Amazon Web Services used its re:Invent conference to spotlight aggressive investment in proprietary AI chips and enterprise model-building tools, marking one of its strongest bids yet to compete with Nvidia while expanding its role in custom foundation model development.
AWS introduced Trainium3, the next generation of its in-house training accelerator, delivering four-times faster performance at lower power consumption than the current Trainium2. Amazon CEO Andy Jassy revealed that Trainium2 has already reached a multi-billion-dollar annual revenue run rate, with more than one million chips deployed and over 100,000 companies using it, largely through Bedrock. AWS CEO Matt Garman confirmed major demand from Anthropic, which is training its upcoming Claude models on more than 500,000 Trainium2 chips via Project Rainier, Amazon’s largest AI compute cluster to date.
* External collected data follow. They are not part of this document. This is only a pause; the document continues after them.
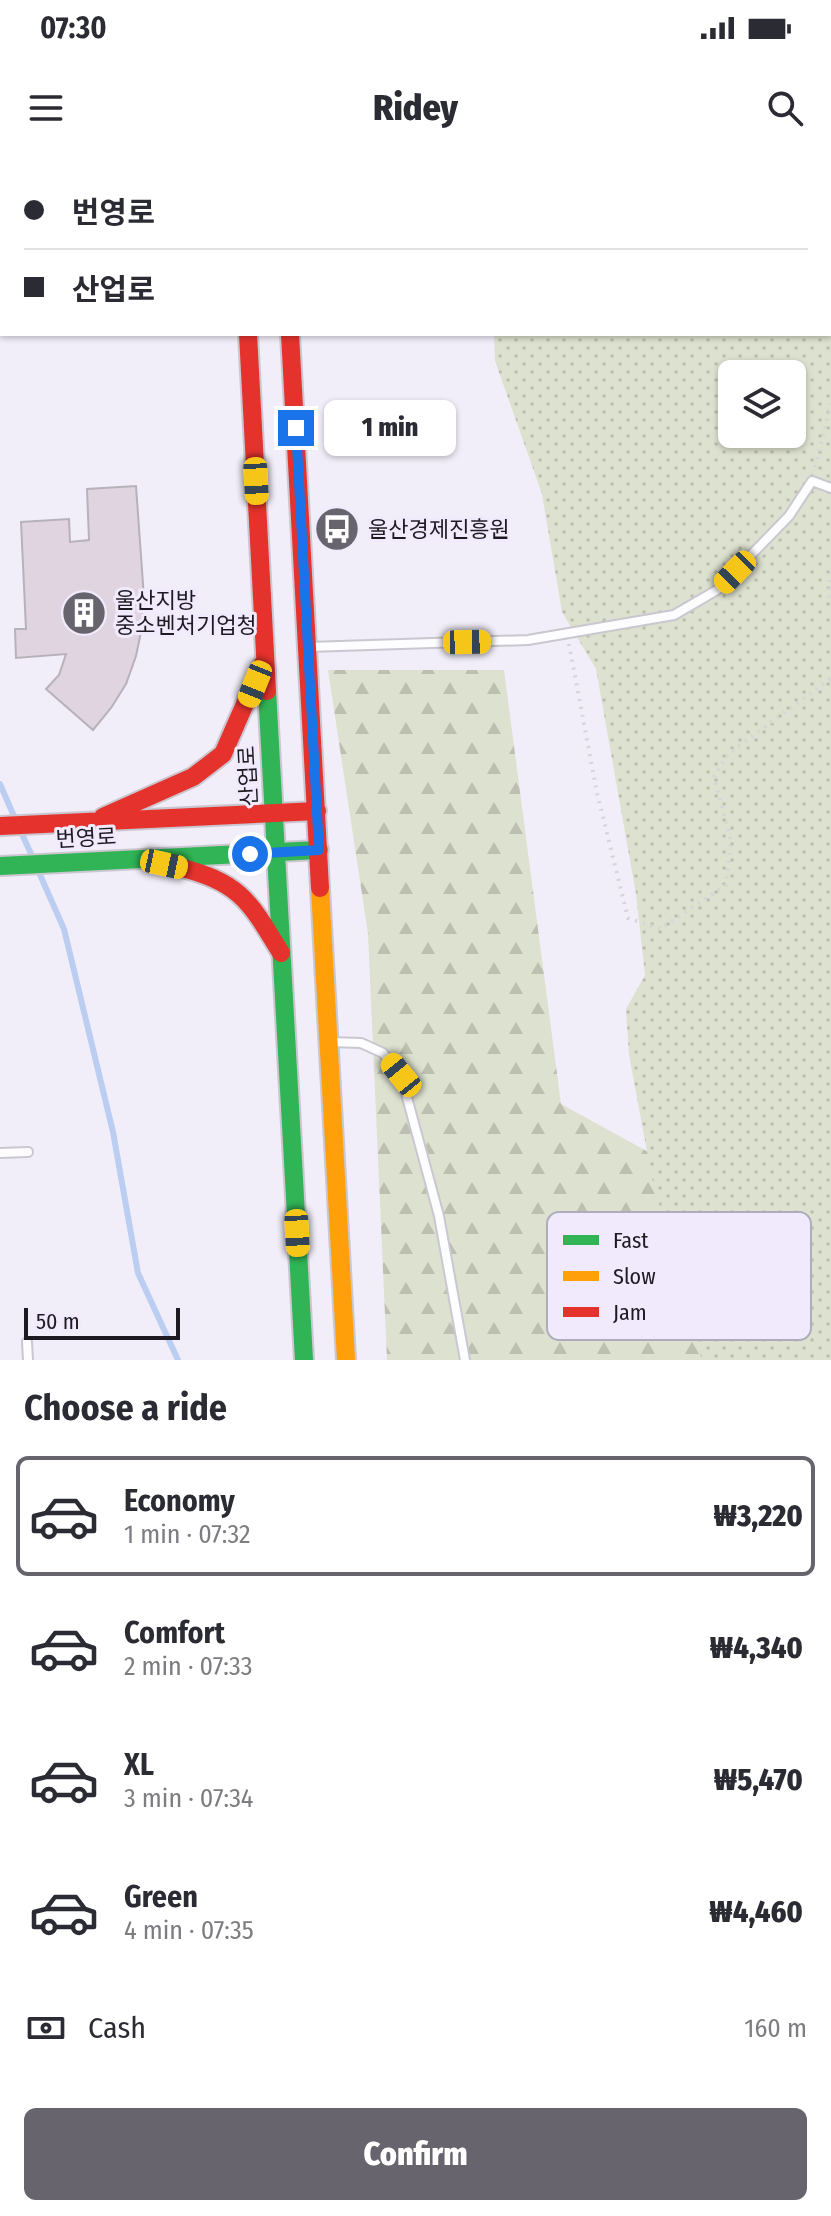 <!DOCTYPE html>
<html lang="en">
<head>
<meta charset="utf-8">
<style>
  body { margin:0; font-family:"Fira Sans Condensed","Noto Sans KR",sans-serif; background:#f2f2f3; color:#2b2b33; height:100vh; display:flex; flex-direction:column; font-size:30px; white-space:nowrap }
  * { box-sizing:border-box; margin:0 }
  p { font-size:26px; color:#7c7c81 }
  .icon { flex:none; width:44px; height:44px; fill:none; stroke:currentColor; stroke-width:2; stroke-linecap:round; stroke-linejoin:round }
  .map { position:relative; height:1200px; overflow:hidden }
  .sheet { display:flex; flex-direction:column; background:#fff; flex:1 }
  .sheet>* { flex:none }
  .top-card { position:absolute; left:0px; top:0px; width:832px; height:176px; box-shadow:0 2px 6px #0004; display:grid; align-content:center; height:176px; padding:0 24px; background:#fff }
  .tools { position:absolute; left:718px; top:200px; display:grid; gap:16px }
  .tools a { display:grid; place-items:center; width:88px; height:88px; border-radius:12px; background:#fff; box-shadow:0 2px 6px #0004; font-size:40px }
  .scale { position:absolute; left:24px; bottom:20px; width:156px; box-sizing:border-box; padding-left:8px; border:4px solid #1d1a22; border-top:0; font-size:22px; line-height:28px; white-space:nowrap; color:#1d1a22; -webkit-text-stroke:6px #f1eafd; paint-order:stroke }
  .end { position:absolute; width:36px; height:36px; margin:-18px; border:10px solid #1a73e8; background:#fff; box-shadow:0 0 0 4px #fff }
  .from { border-radius:50% }
  .bubble { position:absolute; height:56px; border-radius:12px; background:#fff; box-shadow:0 2px 6px #0004; font-size:26px; font-weight:800; line-height:56px; text-align:center }
  .car { position:absolute; width:24px; height:48px; margin:-24px -12px; border-radius:10px; box-shadow:0 0 6px 2px #0007; background:linear-gradient(#f5c518 24%,#345 0 40%,#f5c518 0 76%,#345 0 86%,#f5c518 0) }
  .top-card b { display:flex; align-items:center; gap:28px; height:76px; font-size:30px }
  .top-card b+b { border-top:2px solid #e1e1e2 }
  .top-card i { width:20px; height:20px; background:#2b2b33 }
  ul { padding:0; list-style:none }
  li { display:flex; align-items:center; gap:24px; height:120px; margin:0 16px 12px; padding:0 8px; border:4px solid transparent; border-radius:12px }
  li div { flex:1 }
  li b { display:block; font-size:30px }
  li em { font-style:normal; font-weight:800 }
  li.active { border-color:#68646d }
  li>.icon { width:72px; height:72px; stroke-width:1.5 }
  h2 { padding:0 24px; font-size:36px; line-height:96px }
  .pay { display:flex; align-items:center; gap:20px; height:88px; padding:0 24px; font-size:30px }
  .pay p { margin-inline-start:auto }
  .primary-button { display:flex; gap:16px; margin-top:auto; padding:16px 24px }
  .primary-button a { flex:1; height:92px; border-radius:12px; background:#68646d; color:#fff; font-size:32px; font-weight:800; line-height:92px; text-align:center }
  .status { display:flex; justify-content:space-between; align-items:center; height:56px; padding:0 40px; background:#fff; direction:ltr }
  .status svg { height:22px; fill:currentColor }
  header { display:flex; justify-content:space-between; align-items:center; height:104px; padding:0 24px; background:#fff; font-size:36px; font-weight:800 }
  .map>svg:first-child { display:block }
  .forest { fill:url(#forest-firs) }
  .park { fill:url(#park-dots); fill-rule:evenodd }
  .lines { fill:none; stroke-linecap:round; stroke-linejoin:round }
  .stream { stroke:#bbcdf1; stroke-width:6 }
  .building { fill:#e0d4e0; stroke:#b7b2b9; stroke-width:2 }
  .lane-casing { stroke:#cac7d0; stroke-width:12 }
  .fast-casing { stroke:#cac7d0; stroke-width:22 }
  .slow-casing { stroke:#cac7d0; stroke-width:22 }
  .jam-casing { stroke:#cac7d0; stroke-width:22 }
  .path { stroke:#d5d4d7; stroke-width:4; stroke-dasharray:2 6; stroke-linecap:butt }
  .lane { stroke:#fdfcfe; stroke-width:8 }
  .fast { stroke:#30b455; stroke-width:18 }
  .slow { stroke:#ff9f0a; stroke-width:18 }
  .jam { stroke:#e5322d; stroke-width:18 }
  .route { stroke:#1a73e8; stroke-width:10 }
  .labels { text-anchor:middle; dominant-baseline:central; stroke-width:6; stroke-linejoin:round; paint-order:stroke }
  .poi-label { font-size:22px; fill:#1d1a22; stroke:#f1eafd; text-anchor:start }
  .street-label { font-size:22px; fill:#1d1a22; stroke:#f1eafd }
  .key { fill:#f1eafd; stroke:#b1acbb; stroke-width:2 }
  .key-label { font-size:22px; fill:#1d1a22 }
</style>
</head>
<body>
<div class="status"><b>07:30</b><svg viewBox="0 0 49 12"><path d="M0 12V9h3v3zM5 12V6h3v6zM10 12V3h3v9zM15 12V0h3v12zM26 1h20v11H26zM47 4h2v5h-2z"/></svg></div>
<header><svg class="icon" aria-label="menu" viewBox="0 0 24 24"><path d="M4 6h16M4 12h16M4 18h16"/></svg>Ridey<svg class="icon" aria-label="search" viewBox="0 0 24 24"><circle cx="10" cy="10" r="6"/><path d="M15 15l6 6"/></svg></header>
<div class="map">
<svg width="831" height="1200" viewBox="0 0 831 1200">
  <defs>
    <pattern id="forest-firs" width="22" height="20" patternUnits="userSpaceOnUse" patternTransform="scale(2)"><rect width="22" height="20" fill="#dde1cf"/><path d="M5 1l3.5 6h-7zM16 11l3.5 6h-7z" fill="#bdc0b1"/></pattern>
    <pattern id="park-dots" width="8" height="8" patternUnits="userSpaceOnUse" patternTransform="scale(2)"><rect width="8" height="8" fill="#dde1cf"/><path d="M2 2h.1M6 6h.1" fill="none" stroke="#bdc0b1" stroke-width="1.8" stroke-linecap="round"/></pattern>
  </defs>
  <rect width="100%" height="100%" fill="#f2eef9"/>
  <path class="forest" d="M328,510H504L561,944L705,1023L826,1200H387L368,774Z"/>
  <path class="park" d="M483,0H716L718,2H483Z
    M831,8V1200H715L701,1197L652,1018L629,895L626,849L645,815L636,734L596,509L562,452L542,334L495,201L494,174H830ZM732,214H792V274H732Z"/>
  <g class="lines">
    <path class="stream" d="M48,2L50,0
      M0,67L2,64
      M0,624L16,661
      M21,672L33,698
      M37,708L64,769L113,972L138,1113L178,1200"/>
  </g>
  <path class="building" d="M136,326L144,438L142,467L136,496L126,524L111,548L93,570L46,529L59,515L66,494L16,498L15,469H26L21,362L69,359L70,382L89,380L87,329Z"/>
  <g class="lines">
    <g class="lane-casing">
      <path id="lane" d="M308,487L528,480L674,455L717,430L789,356L812,321L831,328
        M330,882L361,883L383,893L401,915L439,1056L465,1200
        M0,993L28,992
        M27,1182L28,1200"/>
    </g>
    <g class="fast-casing">
      <path id="fast" d="M238,0V2
        M267,531L304,1200
        M0,706L319,690"/>
    </g>
    <g class="slow-casing">
      <path id="slow" d="M281,0V2
        M320,728L346,1200"/>
    </g>
    <g class="jam-casing">
      <path id="jam" d="M248,174L267,531
        M290,174L320,728
        M103,657L193,617L223,594L262,505
        M0,666L317,651
        M175,706C239,722 248,738 281,793"/>
    </g>
    <path class="path" d="M815,307L831,244
      M831,412L828,433L831,444
      M569,484L597,633L628,758L660,769L726,725L731,681L714,617L728,594L831,518"/>
    <use href="#lane" class="lane"/>
    <use href="#fast" class="fast"/>
    <use href="#slow" class="slow"/>
    <use href="#jam" class="jam"/>
  </g>
  <g class="lines">
    <path class="route" d="M250,694L319,690L296,268"/>
  </g>
  <defs>
    <g id="bus-disc" transform="scale(2.3)"><circle r="9.5" fill="#68646d" stroke="#f1eafd"/><path d="M-5-6H5V4H4V6H2V4H-2V6H-4V4H-5ZM-3.5-4V0h7V-4ZM-3.5 1.2v1.5H-2V1.2ZM2 1.2v1.5H3.5V1.2Z" fill="#fff"/></g>
    <g id="building-disc" transform="scale(2.3)"><circle r="9.5" fill="#68646d" stroke="#f1eafd"/><path d="M-4-6H4V6H1V3H-1V6H-4ZM-2.5-4.3h1.7v1.8h-1.7ZM.8-4.3h1.7v1.8H.8ZM-2.5-1h1.7V.8h-1.7ZM.8-1h1.7V.8H.8Z" fill="#fff"/></g>
  </defs>
  <g fill-rule="evenodd">
    <use href="#bus-disc" x="337" y="369"/>
    <use href="#building-disc" x="84" y="453"/>
  </g>
  <g class="labels">
    <g class="poi-label">
      <text x="368" y="369">울산경제진흥원</text>
      <text x="115" y="440">울산지방<tspan x="115" dy="25">중소벤처기업청</tspan></text>
    </g>
    <g class="street-label">
      <text transform="translate(248 616) rotate(-93)">산업로</text>
      <text transform="translate(86 678) rotate(-3)">번영로</text>
    </g>
  </g>
  <rect x="547" y="1052" width="264" height="128" rx="12" class="key"/>
  <rect x="563" y="1075" width="36" height="10" fill="#30b455"/>
  <rect x="563" y="1111" width="36" height="10" fill="#ff9f0a"/>
  <rect x="563" y="1147" width="36" height="10" fill="#e5322d"/>
  <g class="key-label">
    <text x="613" y="1088">Fast</text>
    <text x="613" y="1124">Slow</text>
    <text x="613" y="1160">Jam</text>
  </g>
</svg>
<div class="tools">
<a><svg class="icon" aria-label="layers" viewBox="0 0 24 24"><path d="M12 4l9 5-9 5-9-5zM3 14l9 5 9-5"/></svg></a>
</div>
<div class="scale">50 m</div>
<i class="end from" style="left:250px;top:694px"></i>
<i class="end" style="left:296px;top:268px"></i>
<div class="bubble" style="left:324px;top:240px;width:132px">1 min</div>
<i class="car" style="left:256px;top:321px;rotate:177deg"></i>
<i class="car" style="left:735px;top:412px;rotate:224deg"></i>
<i class="car" style="left:467px;top:482px;rotate:89deg"></i>
<i class="car" style="left:255px;top:524px;rotate:202deg"></i>
<i class="car" style="left:164px;top:704px;rotate:102deg"></i>
<i class="car" style="left:401px;top:915px;rotate:321deg"></i>
<i class="car" style="left:297px;top:1073px;rotate:177deg"></i>
<div class="top-card">
<b><i class="from"></i>번영로</b>
<b><i></i>산업로</b>
</div>
</div>
<section class="sheet">
<h2>Choose a ride</h2>
<ul>
<li class="active"><svg class="icon" aria-label="car" viewBox="0 0 24 24"><path d="M5 17H2v-5l4-1 3-4h7l3 4 3 1v5h-3M9 17h6M6 11h13"/><circle cx="7" cy="17" r="2"/><circle cx="17" cy="17" r="2"/></svg><div><b>Economy</b><p>1 min · 07:32</p></div><em>₩3,220</em></li>
<li><svg class="icon" aria-label="car" viewBox="0 0 24 24"><path d="M5 17H2v-5l4-1 3-4h7l3 4 3 1v5h-3M9 17h6M6 11h13"/><circle cx="7" cy="17" r="2"/><circle cx="17" cy="17" r="2"/></svg><div><b>Comfort</b><p>2 min · 07:33</p></div><em>₩4,340</em></li>
<li><svg class="icon" aria-label="car" viewBox="0 0 24 24"><path d="M5 17H2v-5l4-1 3-4h7l3 4 3 1v5h-3M9 17h6M6 11h13"/><circle cx="7" cy="17" r="2"/><circle cx="17" cy="17" r="2"/></svg><div><b>XL</b><p>3 min · 07:34</p></div><em>₩5,470</em></li>
<li><svg class="icon" aria-label="car" viewBox="0 0 24 24"><path d="M5 17H2v-5l4-1 3-4h7l3 4 3 1v5h-3M9 17h6M6 11h13"/><circle cx="7" cy="17" r="2"/><circle cx="17" cy="17" r="2"/></svg><div><b>Green</b><p>4 min · 07:35</p></div><em>₩4,460</em></li>
</ul>
<div class="pay"><svg class="icon" aria-label="cash" viewBox="0 0 24 24"><path d="M3 7h18v10H3z"/><circle cx="12" cy="12" r="2"/></svg>Cash<p>160 m</p></div>
<div class="primary-button"><a>Confirm</a></div>
</section>
</body>
</html>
Beyond hardware, AWS introduced expanded enterprise customization features across Amazon Bedrock and SageMaker AI, enabling organizations to build and fine-tune frontier-grade models without managing infrastructure. Developers can now access serverless customization workflows — from point-and-click interfaces to natural-language, agent-guided model building — as well as reinforcement-driven fine-tuning. These capabilities apply to AWS’s homegrown Nova models and select open-source models such as Llama and DeepSeek.
Together with the newly launched Nova Forge service, which lets customers commission proprietary variants of Nova models for $100,000 per year, AWS is positioning itself to win share not just on model performance, but on price, sovereignty, and differentiation. As enterprises increasingly seek private training environments and bespoke intelligence, AWS is betting that its vertically integrated stack — hardware, networking, and customizable AI — can capture meaningful business even in a market where Nvidia remains the standard.